Trudno jednoznacznie powiedzieć, szczególnie jak ktoś zna dobrze poprzednie części. Przed premierą pierwszej odsłony Amerykanin był wielką niewiadomą i tym bardziej można było się przerazić, kiedy nagle bombardował nas swoimi dźwiękami z „krzyczącymi smyczkami” na czele. Za trzecim razem znając jego styl i jego sztuczki, trochę trudniej się bać. Szczególnie będąc przygotowanym i świadomym, kiedy nastąpi jakieś gwałtowne wejście instrumentów, poprzedzone starannie budowanym underscorem. Ale i tak soundtrack ten potrafi zaskoczyć. Tyle że nie strasznymi, a lirycznymi, spokojnymi momentami, gdzie naprawdę można na chwilę tej muzyki słuchać!

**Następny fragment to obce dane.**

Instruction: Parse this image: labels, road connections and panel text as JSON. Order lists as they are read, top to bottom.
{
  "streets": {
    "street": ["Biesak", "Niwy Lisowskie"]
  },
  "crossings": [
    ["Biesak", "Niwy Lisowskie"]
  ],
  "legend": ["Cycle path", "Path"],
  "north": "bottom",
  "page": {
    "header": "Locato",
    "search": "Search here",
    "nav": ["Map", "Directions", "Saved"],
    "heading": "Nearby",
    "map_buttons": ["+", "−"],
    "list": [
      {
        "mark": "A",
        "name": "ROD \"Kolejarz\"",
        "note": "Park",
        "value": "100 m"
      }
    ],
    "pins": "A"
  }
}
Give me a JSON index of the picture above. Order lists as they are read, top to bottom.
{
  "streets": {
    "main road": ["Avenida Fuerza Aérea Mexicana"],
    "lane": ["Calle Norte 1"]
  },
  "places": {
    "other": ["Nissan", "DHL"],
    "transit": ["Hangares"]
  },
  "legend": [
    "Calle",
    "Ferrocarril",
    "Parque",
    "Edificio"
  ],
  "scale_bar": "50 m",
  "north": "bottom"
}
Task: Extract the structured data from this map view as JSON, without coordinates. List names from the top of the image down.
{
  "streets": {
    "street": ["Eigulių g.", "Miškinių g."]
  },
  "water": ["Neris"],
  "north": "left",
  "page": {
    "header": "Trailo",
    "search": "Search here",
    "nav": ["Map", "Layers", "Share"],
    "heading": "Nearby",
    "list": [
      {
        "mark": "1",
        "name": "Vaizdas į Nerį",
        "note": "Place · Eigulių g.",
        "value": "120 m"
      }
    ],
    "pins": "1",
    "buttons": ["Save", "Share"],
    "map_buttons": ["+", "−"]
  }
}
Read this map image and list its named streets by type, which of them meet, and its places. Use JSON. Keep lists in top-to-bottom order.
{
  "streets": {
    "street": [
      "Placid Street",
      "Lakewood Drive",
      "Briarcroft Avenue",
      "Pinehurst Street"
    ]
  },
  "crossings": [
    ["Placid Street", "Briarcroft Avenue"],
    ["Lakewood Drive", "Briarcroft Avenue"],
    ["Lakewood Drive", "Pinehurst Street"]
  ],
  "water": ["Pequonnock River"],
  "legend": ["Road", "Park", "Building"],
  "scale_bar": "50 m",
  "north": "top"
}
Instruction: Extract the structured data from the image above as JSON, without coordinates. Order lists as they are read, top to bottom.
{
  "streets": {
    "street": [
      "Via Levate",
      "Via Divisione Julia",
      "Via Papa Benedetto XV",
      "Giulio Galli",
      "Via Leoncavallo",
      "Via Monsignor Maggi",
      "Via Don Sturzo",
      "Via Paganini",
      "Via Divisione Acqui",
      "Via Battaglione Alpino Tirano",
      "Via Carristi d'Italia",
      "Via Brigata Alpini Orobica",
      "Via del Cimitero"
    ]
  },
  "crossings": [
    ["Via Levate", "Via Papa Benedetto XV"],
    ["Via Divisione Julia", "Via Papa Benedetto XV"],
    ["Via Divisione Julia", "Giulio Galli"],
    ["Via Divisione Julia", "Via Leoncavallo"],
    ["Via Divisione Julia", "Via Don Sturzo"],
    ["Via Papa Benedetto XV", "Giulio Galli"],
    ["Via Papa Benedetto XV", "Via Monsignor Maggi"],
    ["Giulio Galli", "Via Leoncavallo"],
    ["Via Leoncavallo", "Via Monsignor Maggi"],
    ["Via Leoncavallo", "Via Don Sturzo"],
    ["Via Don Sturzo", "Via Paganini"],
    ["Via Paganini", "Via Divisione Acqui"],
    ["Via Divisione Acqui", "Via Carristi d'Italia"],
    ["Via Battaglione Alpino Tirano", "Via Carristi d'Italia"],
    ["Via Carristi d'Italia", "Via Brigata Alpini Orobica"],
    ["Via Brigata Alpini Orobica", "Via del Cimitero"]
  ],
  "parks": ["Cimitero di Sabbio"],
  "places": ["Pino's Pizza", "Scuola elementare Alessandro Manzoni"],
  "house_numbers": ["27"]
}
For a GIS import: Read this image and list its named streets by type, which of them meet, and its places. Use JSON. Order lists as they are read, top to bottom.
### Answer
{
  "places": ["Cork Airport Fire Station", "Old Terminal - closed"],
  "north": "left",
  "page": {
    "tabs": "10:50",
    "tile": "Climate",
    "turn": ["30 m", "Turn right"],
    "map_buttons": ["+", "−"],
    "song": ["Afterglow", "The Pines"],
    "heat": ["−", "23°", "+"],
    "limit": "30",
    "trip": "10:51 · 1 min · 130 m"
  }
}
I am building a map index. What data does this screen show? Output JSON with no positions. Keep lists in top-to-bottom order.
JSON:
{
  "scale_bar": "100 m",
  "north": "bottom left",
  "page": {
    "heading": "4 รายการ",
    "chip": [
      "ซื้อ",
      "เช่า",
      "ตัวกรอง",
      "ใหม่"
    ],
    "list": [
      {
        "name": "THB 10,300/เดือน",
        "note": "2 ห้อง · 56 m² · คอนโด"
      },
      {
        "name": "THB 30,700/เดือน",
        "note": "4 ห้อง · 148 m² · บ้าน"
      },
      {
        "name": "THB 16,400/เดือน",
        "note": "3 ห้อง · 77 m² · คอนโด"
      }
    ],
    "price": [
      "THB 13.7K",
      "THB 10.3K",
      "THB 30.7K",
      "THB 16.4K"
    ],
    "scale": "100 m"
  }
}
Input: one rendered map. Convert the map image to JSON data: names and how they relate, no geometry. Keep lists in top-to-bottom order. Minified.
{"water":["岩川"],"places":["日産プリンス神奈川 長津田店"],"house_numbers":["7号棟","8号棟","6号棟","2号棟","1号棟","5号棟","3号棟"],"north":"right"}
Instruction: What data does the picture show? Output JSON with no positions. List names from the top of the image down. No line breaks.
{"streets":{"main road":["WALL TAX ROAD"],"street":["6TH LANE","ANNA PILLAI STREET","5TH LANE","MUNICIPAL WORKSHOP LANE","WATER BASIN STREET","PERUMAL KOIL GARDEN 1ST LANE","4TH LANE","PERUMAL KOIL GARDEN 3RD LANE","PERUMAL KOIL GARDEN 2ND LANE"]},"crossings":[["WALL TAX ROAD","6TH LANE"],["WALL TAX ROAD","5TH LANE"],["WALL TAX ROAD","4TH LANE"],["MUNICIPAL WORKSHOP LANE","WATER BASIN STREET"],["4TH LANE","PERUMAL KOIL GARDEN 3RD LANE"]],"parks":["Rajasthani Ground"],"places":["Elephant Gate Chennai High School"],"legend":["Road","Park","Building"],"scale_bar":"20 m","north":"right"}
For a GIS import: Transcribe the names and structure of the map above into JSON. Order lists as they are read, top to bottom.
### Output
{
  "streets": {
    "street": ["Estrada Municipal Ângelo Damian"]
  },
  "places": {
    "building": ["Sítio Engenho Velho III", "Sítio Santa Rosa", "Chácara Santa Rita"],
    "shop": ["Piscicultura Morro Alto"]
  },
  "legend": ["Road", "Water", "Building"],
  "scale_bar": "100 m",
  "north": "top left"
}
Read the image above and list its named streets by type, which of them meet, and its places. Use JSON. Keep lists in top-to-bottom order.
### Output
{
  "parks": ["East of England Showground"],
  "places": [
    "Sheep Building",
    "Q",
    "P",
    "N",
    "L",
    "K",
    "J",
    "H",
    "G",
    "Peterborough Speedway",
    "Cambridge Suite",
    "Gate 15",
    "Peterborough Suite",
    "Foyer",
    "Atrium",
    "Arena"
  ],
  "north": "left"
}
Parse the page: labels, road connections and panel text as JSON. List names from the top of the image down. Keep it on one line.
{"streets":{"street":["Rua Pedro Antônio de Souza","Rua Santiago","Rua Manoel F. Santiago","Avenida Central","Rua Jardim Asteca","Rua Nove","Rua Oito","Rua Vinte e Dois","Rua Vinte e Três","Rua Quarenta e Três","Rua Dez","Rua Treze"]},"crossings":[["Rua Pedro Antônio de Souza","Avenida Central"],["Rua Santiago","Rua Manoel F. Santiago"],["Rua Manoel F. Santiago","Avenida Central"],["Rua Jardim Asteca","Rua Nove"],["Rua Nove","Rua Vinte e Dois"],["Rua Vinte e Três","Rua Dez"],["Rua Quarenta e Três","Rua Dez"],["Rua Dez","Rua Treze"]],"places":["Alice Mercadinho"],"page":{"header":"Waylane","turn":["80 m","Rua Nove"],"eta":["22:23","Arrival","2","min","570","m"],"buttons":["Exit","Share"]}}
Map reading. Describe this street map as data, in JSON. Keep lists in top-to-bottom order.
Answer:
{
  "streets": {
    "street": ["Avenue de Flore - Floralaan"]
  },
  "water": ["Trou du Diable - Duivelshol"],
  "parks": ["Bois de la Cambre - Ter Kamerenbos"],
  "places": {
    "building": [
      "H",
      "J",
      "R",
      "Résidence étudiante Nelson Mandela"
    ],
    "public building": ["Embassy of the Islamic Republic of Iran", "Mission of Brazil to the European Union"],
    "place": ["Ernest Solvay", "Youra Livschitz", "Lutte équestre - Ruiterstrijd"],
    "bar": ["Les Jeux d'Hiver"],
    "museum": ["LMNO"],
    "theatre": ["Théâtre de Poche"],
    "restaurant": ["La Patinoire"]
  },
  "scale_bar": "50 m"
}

Insidious: Chapter 3 zdaje się być najprzystępniejszą ścieżką, jaką Bishara na potrzeby tej serii (a może w ogóle w swej karierze) stworzył. Podyktowane jest to też samym obrazem, który wizualnie zdaje się być cieplejszy, różnorodniejszy od swoich poprzedników. Poza tym wielu może też być zaskoczony jaki nacisk położono na sceny obyczajowe. Otrzymujemy więc zmagania nastolatki ze śmiercią matki, jej kontakty z ojcem, które nie raz spychają nas w kierunku melodramatu niż horroru. Tym samym kompozytor był wręcz zmuszony do obrania trochę innego od dotychczasowego kierunku. Przy czym na potrzeby The Conjuring jeżeli chodziło o wątki rodzinne Josephowi Bisharze na pomoc przyszedł Mark Isham, który zajął się skomponowaniem familijnego motywu, pozostawiając koledze po fachu wyłącznie straszenie. Zresztą nasz redakcyjny kolega Łukasz Koperski recenzując ten soundtrack stwierdził, „Isham wyręczył Bisharę od przykrej powinności jaką byłoby dla niego komponowanie pod sceny obyczajowe”. Słuchając i oglądając Insidious: Chapter 3 można odnieść jednak wrażenie, że Amerykanin potrafi czasami przejść na tę pogodniejszą stronę muzyki. Bez niczyjej pomocy udało mu się napisać pogodny, delikatny temat (!), który przewija się przez ścieżkę dźwiękową (Tell of Presence), i najpogodniej wypada w kawałku She Was There. Jest to prosta melodia oparta głównie o dźwięk pianina, ale trudno odmówić jej uroku. Szczególnie jeżeli jak na Bisharę przystało otoczeni jesteśmy złowrogimi i niepokojącymi dźwiękami.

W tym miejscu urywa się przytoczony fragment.